Malheureusement, même si les vecteurs peuvent introduire des gènes dans les cellules qui produisent les globules rouges on ne peut pas introduire toutes les régions importantes pour l’expression de la globine car les vecteurs sont trop petits, obtenir la même expression est extrêmement difficile.

Pour contourner ces défauts nous réfléchissons au développement d’autres approches en utilisant les outils CRISPR/Cas9. L’idée est alors de corriger directement le gène dans les cellules du patients, l’avantage c’est que tous les éléments sont déjà présents dans les cellules. L’objectif est de modifier le génome plutôt que de d’introduire de nouveaux gènes, simplement corriger la mutation, marche beaucoup mieux que les vecteurs (qui sont aussi très chers). Avec CRISPR/Cas9 il y a aussi moins de variabilité entre les patients.

Les globules rouges des patients atteints de drépanocytose sont plus rigides et prennent une forme de
faucille. Pour cette raison, ils obstruent les petits vaisseaux provoquant des dommages aux organes.

C’est très difficile de développer des thérapies pour tous les types de mutations. Si pour la Drépanocytose il n’existe qu’une mutation pour tous les patients, dans le cas de la Thalassémie il existe plus de 300 mutations différentes, c’est donc impossible de développer seule thérapie unique. Dans ce cas on travaille avec une approche CRISPR/Cas9, le but n’est pas de corriger la mutation mais d’augmenter l’expression de l’hémoglobine fœtale (qui n’est pas touchée par la maladie). On essaye donc de développer une thérapie universelle pour tous les patients thalassémiques, en réactivant le gène exprimant la protéine fœtale.

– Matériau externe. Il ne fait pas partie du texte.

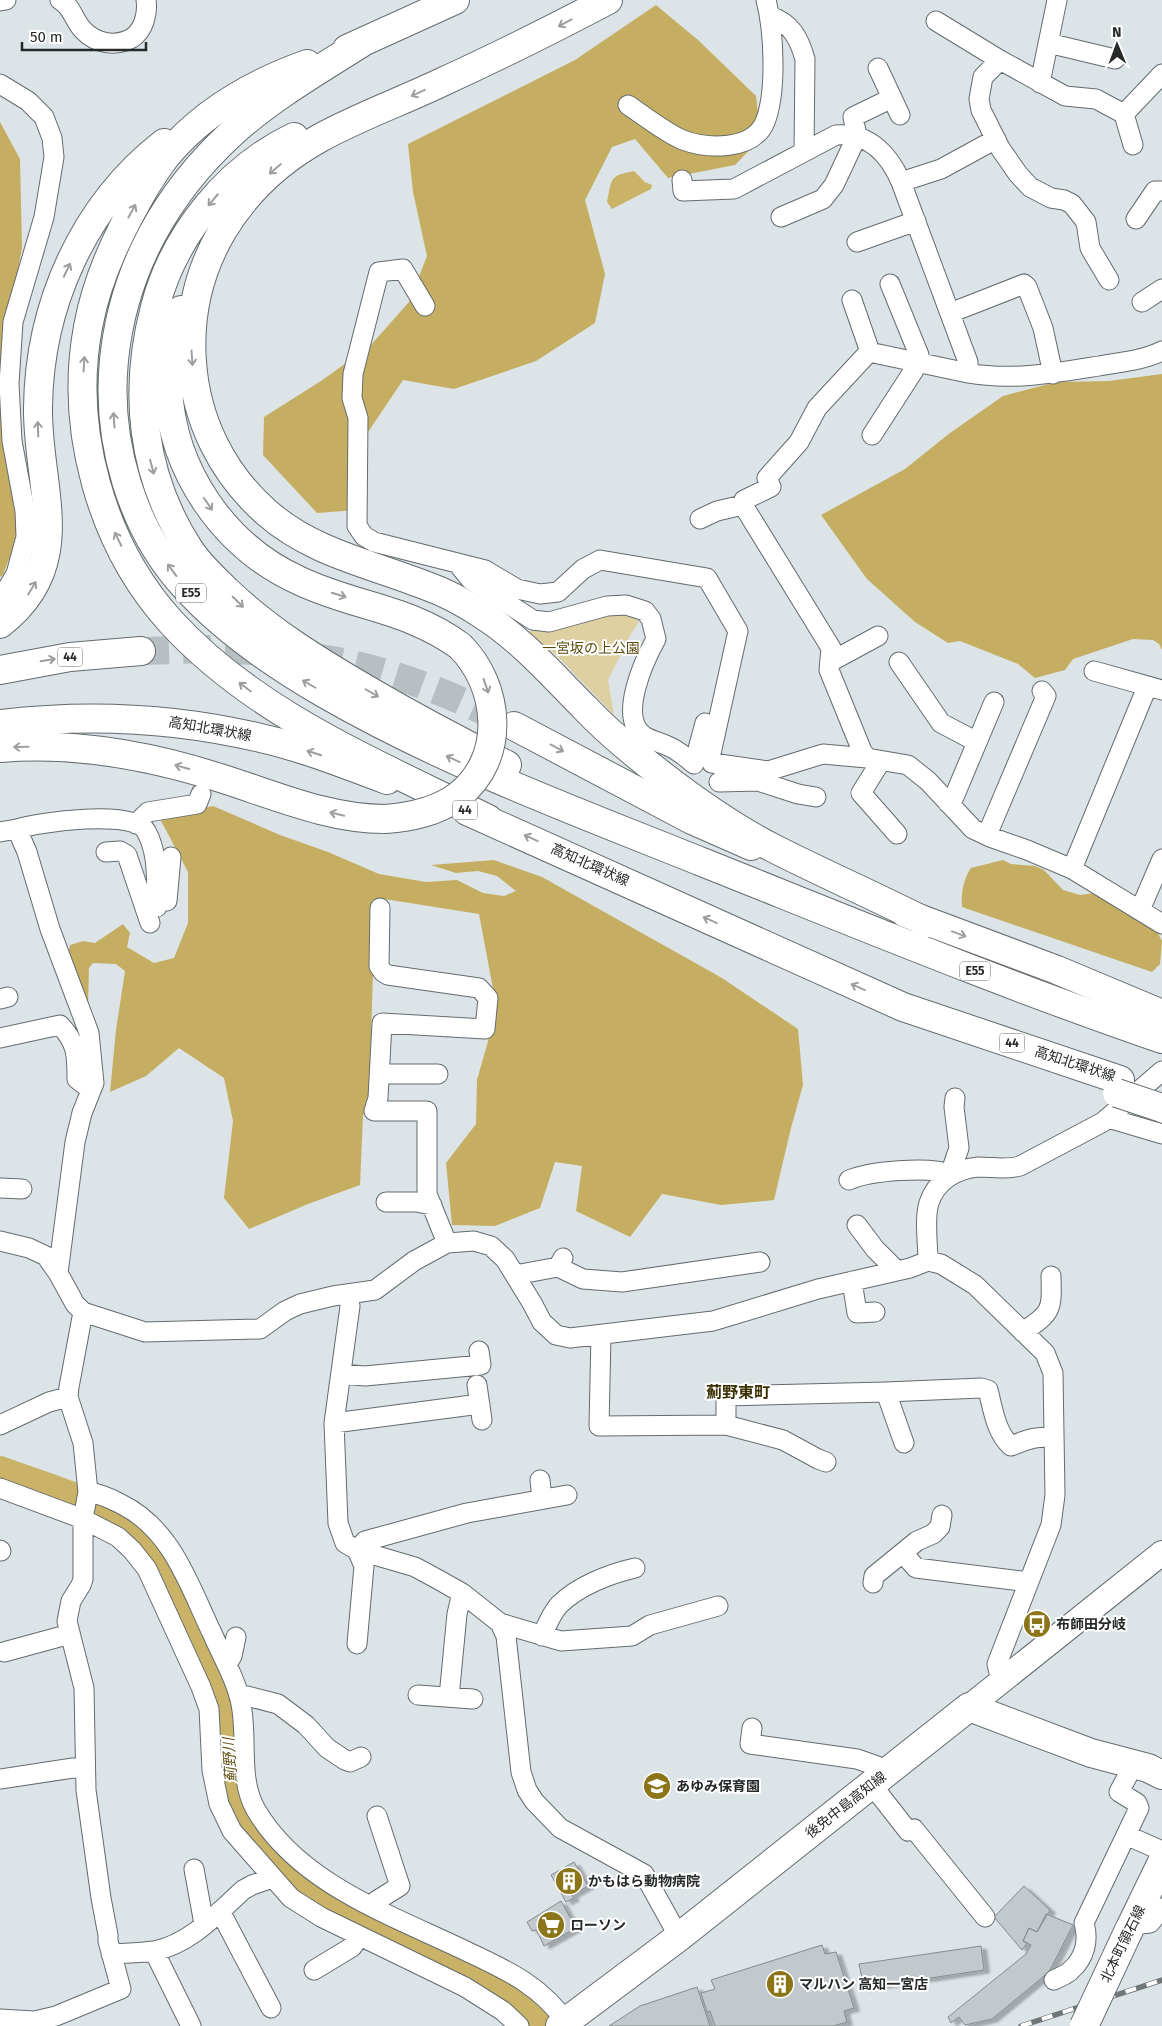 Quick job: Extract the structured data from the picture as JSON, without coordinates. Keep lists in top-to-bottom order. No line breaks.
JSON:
{"streets":{"main road":["E55","44","高知北環状線","後免中島高知線","北本町領石線"]},"districts":["薊野東町"],"water":["薊野川"],"parks":["一宮坂の上公園"],"places":{"bus stop":["布師田分岐"],"school or university":["あゆみ保育園"],"building":["かもはら動物病院","マルハン 高知一宮店"],"supermarket":["ローソン"]},"scale_bar":"50 m","north":"top"}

Pour ce faire nous devons comprendre pourquoi le gène fœtal n’est plus exprimé dans les cellules adultes. C’est là que la recherche de base commence pour comprendre comment les gènes sont réprimés. On essaye d’identifier tous les facteurs et toutes les régions nécessaires pour exprimer l’hémoglobine adulte et inhiber l’hémoglobine fœtale.

Comment voyez-vous l’avenir de la recherche en génétique ?

Je pense qu’il y a encore beaucoup de chose à faire. Au cours de ces dernières années beaucoup de technologies ont été développées, on peut maintenant commencer à faire des choses que l’on n’aurait jamais pensées.

Toutes ces choses peuvent nous permettre de développer la thérapie génique ou de mettre en places des nouvelles études de bases que l’on ne pouvait pas faire avant, notamment recréer des mutations des patients en lignées cellulaire et travailler sur ces bases pour les corriger. Les nouvelles technologies vont réduire le temps de la recherche et accélérer le développement des thérapies géniques qui commencent déjà maintenant, c’est seulement le début.